An exact reproduction of each record is required.

▶ **Records drawn from a dataset**:
· · · ·

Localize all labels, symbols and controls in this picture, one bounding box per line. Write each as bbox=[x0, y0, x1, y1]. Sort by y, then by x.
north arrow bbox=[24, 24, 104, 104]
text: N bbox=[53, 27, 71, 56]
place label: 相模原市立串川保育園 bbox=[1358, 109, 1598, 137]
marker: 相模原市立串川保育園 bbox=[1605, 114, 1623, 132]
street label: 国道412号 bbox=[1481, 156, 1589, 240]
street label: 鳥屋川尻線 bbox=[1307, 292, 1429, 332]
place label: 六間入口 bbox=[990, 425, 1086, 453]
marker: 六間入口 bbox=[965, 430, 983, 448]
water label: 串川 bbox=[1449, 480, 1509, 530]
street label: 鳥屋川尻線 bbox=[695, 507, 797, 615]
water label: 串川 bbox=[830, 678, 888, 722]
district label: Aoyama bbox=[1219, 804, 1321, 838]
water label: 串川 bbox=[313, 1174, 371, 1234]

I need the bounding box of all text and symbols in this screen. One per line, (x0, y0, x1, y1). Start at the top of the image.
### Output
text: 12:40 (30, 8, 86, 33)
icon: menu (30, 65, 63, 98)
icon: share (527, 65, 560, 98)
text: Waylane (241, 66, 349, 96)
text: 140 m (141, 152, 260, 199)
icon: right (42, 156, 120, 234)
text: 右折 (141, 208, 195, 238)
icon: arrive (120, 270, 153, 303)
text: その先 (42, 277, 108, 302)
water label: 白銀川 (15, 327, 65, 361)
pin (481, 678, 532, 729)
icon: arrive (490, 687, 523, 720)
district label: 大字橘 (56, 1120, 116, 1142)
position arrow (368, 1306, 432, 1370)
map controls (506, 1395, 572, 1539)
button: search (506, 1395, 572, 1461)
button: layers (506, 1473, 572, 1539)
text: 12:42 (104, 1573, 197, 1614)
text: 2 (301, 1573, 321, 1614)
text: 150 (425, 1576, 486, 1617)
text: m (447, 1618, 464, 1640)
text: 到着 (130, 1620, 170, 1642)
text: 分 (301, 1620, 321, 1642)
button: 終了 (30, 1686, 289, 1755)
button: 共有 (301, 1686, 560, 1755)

· · · ·

▶ **Reply**:
Localize all labels, symbols and controls in this picture, one bounding box per line. Write each as bbox=[x0, y0, x1, y1]. Sort by y, then by x.
north arrow bbox=[24, 24, 104, 104]
text: N bbox=[53, 27, 71, 56]
place label: 相模原市立串川保育園 bbox=[1358, 109, 1598, 137]
marker: 相模原市立串川保育園 bbox=[1605, 114, 1623, 132]
street label: 国道412号 bbox=[1481, 156, 1589, 240]
street label: 鳥屋川尻線 bbox=[1307, 292, 1429, 332]
place label: 六間入口 bbox=[990, 425, 1086, 453]
marker: 六間入口 bbox=[965, 430, 983, 448]
water label: 串川 bbox=[1449, 480, 1509, 530]
street label: 鳥屋川尻線 bbox=[695, 507, 797, 615]
water label: 串川 bbox=[830, 678, 888, 722]
district label: Aoyama bbox=[1219, 804, 1321, 838]
water label: 串川 bbox=[313, 1174, 371, 1234]

I need the bounding box of all text and symbols in this screen. One per line, (x0, y0, x1, y1). Start at the top of the image.
### Output
text: 12:40 (30, 8, 86, 33)
icon: menu (30, 65, 63, 98)
icon: share (527, 65, 560, 98)
text: Waylane (241, 66, 349, 96)
text: 140 m (141, 152, 260, 199)
icon: right (42, 156, 120, 234)
text: 右折 (141, 208, 195, 238)
icon: arrive (120, 270, 153, 303)
text: その先 (42, 277, 108, 302)
water label: 白銀川 (15, 327, 65, 361)
pin (481, 678, 532, 729)
icon: arrive (490, 687, 523, 720)
district label: 大字橘 (56, 1120, 116, 1142)
position arrow (368, 1306, 432, 1370)
map controls (506, 1395, 572, 1539)
button: search (506, 1395, 572, 1461)
button: layers (506, 1473, 572, 1539)
text: 12:42 (104, 1573, 197, 1614)
text: 2 (301, 1573, 321, 1614)
text: 150 (425, 1576, 486, 1617)
text: m (447, 1618, 464, 1640)
text: 到着 (130, 1620, 170, 1642)
text: 分 (301, 1620, 321, 1642)
button: 終了 (30, 1686, 289, 1755)
button: 共有 (301, 1686, 560, 1755)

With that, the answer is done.